The innovation fo Altair 8800 was that, with a supplement of 100$, you could buy the computer
ready-assembled. You could also buy it unassembled and you had to assemble it by yourself and
you could add some extras like an expanded memory, a teletype terminal or an Audio Cassette interface board.
Components
When the Altair did its first appearance, it was composed by a metal box and inside a power source, a front panel and a motherboard, made of slots, that was connected with the CPU and the main memory (placed on separated slots) through a bus called S-100 bus (Altair bus). Inside the ROM was inserted an Altair BASIC programming language ( a simplified version of the standard BASIC).The CPU was the Intel 8080 microprocessor and it had a RAM of 256 Bytes expandable to 64 kB. The front panel was made of a big number of switches and LEDs. The only thing that you could do was make programs in binary with the switches and see the result with the LEDs. For example you could put on some switches to make blink some LEDs.

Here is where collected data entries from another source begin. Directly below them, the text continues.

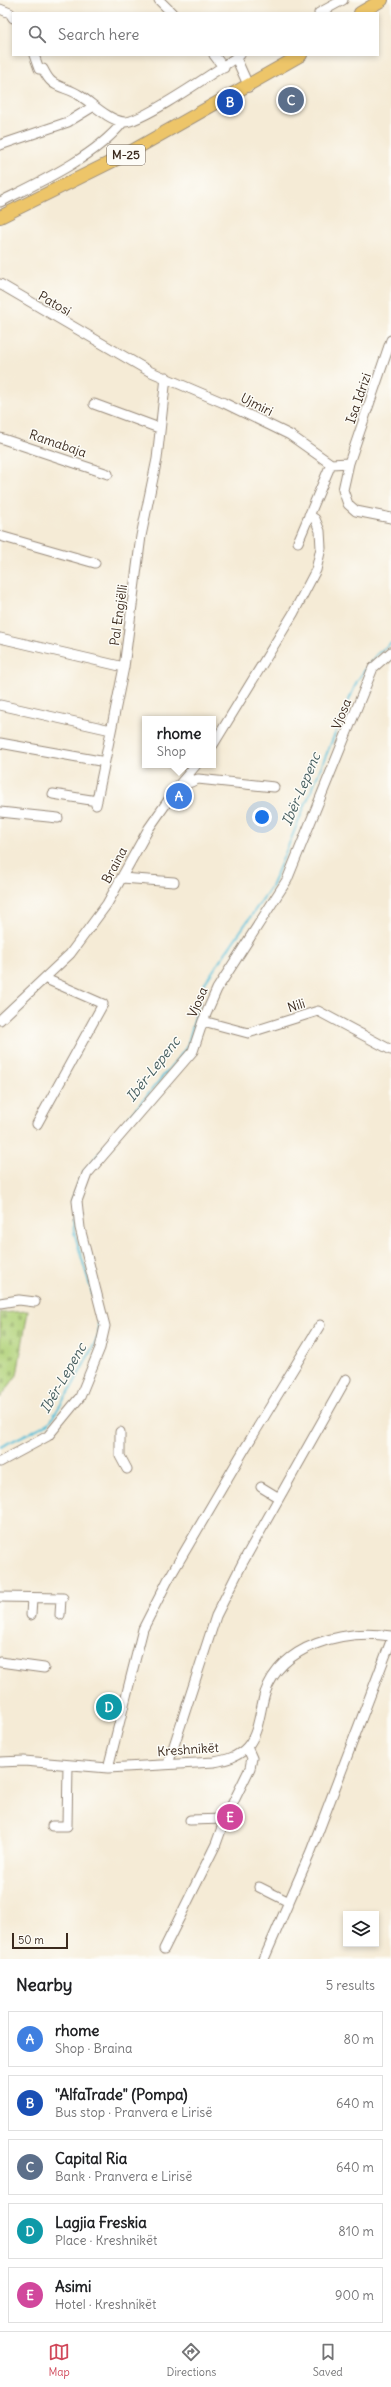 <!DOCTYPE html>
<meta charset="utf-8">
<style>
body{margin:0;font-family:Delius,sans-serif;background:#f6f6f6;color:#202124}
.controls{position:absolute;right:12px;bottom:12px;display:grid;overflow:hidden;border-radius:0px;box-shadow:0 2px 6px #0003}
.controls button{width:36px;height:36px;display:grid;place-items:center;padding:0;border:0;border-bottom:1px solid #e0e0e0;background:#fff;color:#202124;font:20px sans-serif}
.scale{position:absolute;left:12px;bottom:10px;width:56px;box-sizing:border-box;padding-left:4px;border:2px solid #3b2a1e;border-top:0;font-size:11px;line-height:14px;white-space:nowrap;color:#3b2a1e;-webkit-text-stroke:3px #fdfcf7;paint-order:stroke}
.you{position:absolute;left:262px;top:817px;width:14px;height:14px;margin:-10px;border:3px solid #fff;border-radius:50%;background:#1a73e8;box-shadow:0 0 0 6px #1a73e833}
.badge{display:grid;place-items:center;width:26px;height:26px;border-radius:50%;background:#d1495b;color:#fff;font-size:13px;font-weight:700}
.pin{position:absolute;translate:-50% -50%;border:2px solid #fff;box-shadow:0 1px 4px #0006}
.popup{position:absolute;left:142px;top:716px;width:74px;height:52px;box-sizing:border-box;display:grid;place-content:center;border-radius:0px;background:#fff;filter:drop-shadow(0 1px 3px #0005);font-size:13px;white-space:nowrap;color:#757577}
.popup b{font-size:15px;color:#202124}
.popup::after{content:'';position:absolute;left:50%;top:100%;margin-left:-8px;border:8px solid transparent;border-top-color:#fff}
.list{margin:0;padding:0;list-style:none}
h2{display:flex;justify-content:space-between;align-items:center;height:52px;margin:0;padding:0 16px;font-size:17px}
h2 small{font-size:13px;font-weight:400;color:#757577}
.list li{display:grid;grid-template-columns:26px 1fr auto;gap:12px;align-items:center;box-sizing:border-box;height:56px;margin:0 8px 8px;padding:0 8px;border:1px solid #e0e0e0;border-radius:0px}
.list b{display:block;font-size:15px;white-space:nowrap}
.list p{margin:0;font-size:13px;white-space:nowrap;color:#757577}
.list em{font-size:13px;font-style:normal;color:#757577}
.icon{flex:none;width:22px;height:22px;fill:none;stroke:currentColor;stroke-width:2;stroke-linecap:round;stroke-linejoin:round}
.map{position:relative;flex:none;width:391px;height:1959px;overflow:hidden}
.search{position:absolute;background:#fff;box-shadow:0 2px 6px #0003;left:12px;right:12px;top:12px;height:44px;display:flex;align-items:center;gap:10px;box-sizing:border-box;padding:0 14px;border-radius:0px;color:#757577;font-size:15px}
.sheet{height:372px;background:#fff}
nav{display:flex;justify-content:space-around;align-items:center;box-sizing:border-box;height:56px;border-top:1px solid #e0e0e0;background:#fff;font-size:11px;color:#757577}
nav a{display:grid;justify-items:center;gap:2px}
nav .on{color:#d1495b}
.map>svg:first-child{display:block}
.cemetery{fill:url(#cemetery-stones);stroke:#767e4c}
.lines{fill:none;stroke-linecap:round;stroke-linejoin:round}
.stream{stroke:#5abfd8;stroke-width:2}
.minor-casing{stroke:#988a7a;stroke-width:11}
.major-casing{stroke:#988a7a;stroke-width:14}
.minor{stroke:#fff;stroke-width:9}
.major{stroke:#edc569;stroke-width:12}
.labels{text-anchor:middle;stroke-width:3;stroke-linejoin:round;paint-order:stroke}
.shield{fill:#fdfcf7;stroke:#75695f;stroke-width:1}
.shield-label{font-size:12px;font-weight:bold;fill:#3b2a1e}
.street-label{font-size:13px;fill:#3b2a1e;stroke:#fdfcf7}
.water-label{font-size:14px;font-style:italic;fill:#465e5f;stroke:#fdfcf7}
</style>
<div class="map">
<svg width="391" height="1959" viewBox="0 0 391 1959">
<defs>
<pattern id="cemetery-stones" width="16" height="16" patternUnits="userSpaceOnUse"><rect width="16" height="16" fill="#b2d37b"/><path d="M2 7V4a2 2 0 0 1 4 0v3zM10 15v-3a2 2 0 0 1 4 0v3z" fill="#9ab56a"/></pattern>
</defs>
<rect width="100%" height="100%" fill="#fdfcf7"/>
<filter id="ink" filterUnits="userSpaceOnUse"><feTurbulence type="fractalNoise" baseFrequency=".025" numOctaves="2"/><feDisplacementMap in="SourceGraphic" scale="8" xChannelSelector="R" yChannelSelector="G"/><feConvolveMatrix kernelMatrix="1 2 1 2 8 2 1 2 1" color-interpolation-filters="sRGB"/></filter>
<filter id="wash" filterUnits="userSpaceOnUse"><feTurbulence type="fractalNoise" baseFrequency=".012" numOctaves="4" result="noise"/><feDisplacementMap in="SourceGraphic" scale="16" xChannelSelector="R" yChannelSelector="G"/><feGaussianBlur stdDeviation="0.9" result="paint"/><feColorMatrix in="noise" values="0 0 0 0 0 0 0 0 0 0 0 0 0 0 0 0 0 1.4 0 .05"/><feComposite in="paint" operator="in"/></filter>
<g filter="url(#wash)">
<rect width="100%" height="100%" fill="#f5ebd6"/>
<path class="cemetery" d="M28,1311L17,1375L0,1398V1313Z"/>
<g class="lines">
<path class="stream" d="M83,1173L187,1047L204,984L271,887L357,681L376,655L391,643
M80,1179L72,1200L74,1232L93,1296
M0,1447L49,1423L73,1385L99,1335L97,1310"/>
</g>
</g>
<g filter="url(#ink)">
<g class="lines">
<g class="minor-casing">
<path id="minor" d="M159,0L172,13
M0,9L10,13L13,18
M319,13L343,0
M34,55L39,69H43C45,73 48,79 52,82C59,88 71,89 79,95C92,103 108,120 124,122C142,123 221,67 240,55
M214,55L224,68
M236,58L249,87
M0,145L68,122L94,106
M0,202C40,182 95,157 123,122
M0,284L149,371L224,403L290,435L331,464L349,463
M391,340L349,463L343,490L348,504L356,511L391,518
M94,404L159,428
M0,438L108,474
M0,536L95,563
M298,542L331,464
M0,638L124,667
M0,705L111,730
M0,743L100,761
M213,745L293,614L316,570L321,548L320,531L315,519L309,515
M179,785L196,765
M53,794L97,801
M96,805L124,667L141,536L157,459L166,377
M0,812L58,818
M122,878L174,882
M0,1020L70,954L107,904L149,828L177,788L198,779L274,787
M203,1021L248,1033L318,1011L391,1050
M37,1124L103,1004L46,979
M0,1303L19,1300L35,1302
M120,1432V1456L127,1469
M0,1462L48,1436L80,1397L100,1348L105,1326L80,1228L77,1201L87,1174L193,1051L203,1021L217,989L287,880L373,668L391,652
M261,1487L279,1498
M0,1597L63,1598
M31,1615L32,1598
M60,1615L61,1598
M0,1662L44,1668
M0,1762L24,1761L108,1768L214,1762C226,1760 238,1757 247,1747C259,1734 260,1709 265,1693C282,1644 344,1629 391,1636
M168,1764L216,1616L243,1562L346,1379
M108,1768L143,1629L168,1580L244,1450L320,1325
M190,1820L225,1819
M52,1826H67L68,1765
M259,1887L289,1902
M164,1949L216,1844L225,1819L250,1768L252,1758L247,1747
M264,1959L311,1851L391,1641"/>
</g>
<g class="major-casing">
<path id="major" d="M360,13L382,0
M0,217L123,156L301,55"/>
</g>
<use href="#minor" class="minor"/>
<use href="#major" class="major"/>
</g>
</g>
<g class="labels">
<rect class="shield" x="107" y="145" width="38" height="20" rx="3"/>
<g class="shield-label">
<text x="126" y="159">M-25</text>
</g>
<g class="street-label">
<text transform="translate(55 303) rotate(30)" y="5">Patosi</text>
<text transform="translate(358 398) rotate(-71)" y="5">Isa Idrizi</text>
<text transform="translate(257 404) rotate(27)" y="5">Ujmiri</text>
<text transform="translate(58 443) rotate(19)" y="5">Ramabaja</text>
<text transform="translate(118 615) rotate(-82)" y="5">Pal Engjëlli</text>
<text transform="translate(341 714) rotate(-68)" y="5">Vjosa</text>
<text transform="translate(114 865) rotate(-62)" y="5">Braina</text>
<text transform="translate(197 1002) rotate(-67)" y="5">Vjosa</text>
<text transform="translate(296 1005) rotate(-18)" y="5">Nili</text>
<text transform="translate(188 1749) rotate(-4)" y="5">Kreshnikët</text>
</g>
<g class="water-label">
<text transform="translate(301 789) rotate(-67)" y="5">Ibër-Lepenc</text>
<text transform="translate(153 1069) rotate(-52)" y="5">Ibër-Lepenc</text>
<text transform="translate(63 1378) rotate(-60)" y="5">Ibër-Lepenc</text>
</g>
</g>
</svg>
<div class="controls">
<button><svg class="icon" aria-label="layers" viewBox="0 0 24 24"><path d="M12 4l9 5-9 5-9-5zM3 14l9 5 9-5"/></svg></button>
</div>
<div class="scale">50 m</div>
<div class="you"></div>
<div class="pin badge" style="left:179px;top:796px;background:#3f7fe0">A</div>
<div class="popup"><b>rhome</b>Shop</div>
<div class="pin badge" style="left:230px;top:102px;background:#1a4fb4">B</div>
<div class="pin badge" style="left:291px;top:100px;background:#5c6f8a">C</div>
<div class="pin badge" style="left:109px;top:1707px;background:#0f9aa8">D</div>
<div class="pin badge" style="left:230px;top:1817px;background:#d1479c">E</div>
<div class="search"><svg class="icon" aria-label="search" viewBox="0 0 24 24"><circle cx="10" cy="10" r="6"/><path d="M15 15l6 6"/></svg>Search here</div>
</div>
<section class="sheet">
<h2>Nearby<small>5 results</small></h2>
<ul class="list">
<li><span class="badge" style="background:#3f7fe0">A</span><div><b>rhome</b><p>Shop · Braina</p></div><em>80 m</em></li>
<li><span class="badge" style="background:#1a4fb4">B</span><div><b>&quot;AlfaTrade&quot; (Pompa)</b><p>Bus stop · Pranvera e Lirisë</p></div><em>640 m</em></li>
<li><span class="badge" style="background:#5c6f8a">C</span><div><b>Capital Ria</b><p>Bank · Pranvera e Lirisë</p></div><em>640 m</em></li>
<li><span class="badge" style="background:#0f9aa8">D</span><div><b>Lagjia Freskia</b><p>Place · Kreshnikët</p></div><em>810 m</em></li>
<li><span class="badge" style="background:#d1479c">E</span><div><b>Asimi</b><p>Hotel · Kreshnikët</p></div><em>900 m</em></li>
</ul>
</section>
<nav>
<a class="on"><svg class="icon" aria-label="map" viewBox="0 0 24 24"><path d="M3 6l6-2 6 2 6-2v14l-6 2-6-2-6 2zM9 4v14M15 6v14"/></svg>Map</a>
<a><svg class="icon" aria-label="directions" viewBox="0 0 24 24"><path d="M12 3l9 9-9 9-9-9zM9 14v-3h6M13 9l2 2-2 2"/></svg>Directions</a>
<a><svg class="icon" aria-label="saved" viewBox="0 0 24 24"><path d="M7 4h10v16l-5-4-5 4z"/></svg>Saved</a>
</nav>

The following years, Mr Roberts did some powerful implementations, creating additional cards to increase the RAM, for the keyboard interface or for paper tapes for data storage. He also worked on the RS-232 to connect the interface to a terminal.
Curiosity
There are some urban legends about the choice of the name. It's said that Edward Roberts asked his daughter
to choose the name and she chose Altair because the night before she was watching an episode of Star Trek where
there was a system called indeed Altair. A more accredited version tells that the name was chose during a meeting
of MITS.
Bill Gates worked personally on the software inside Altair and, after the success, he decided to build Microsoft.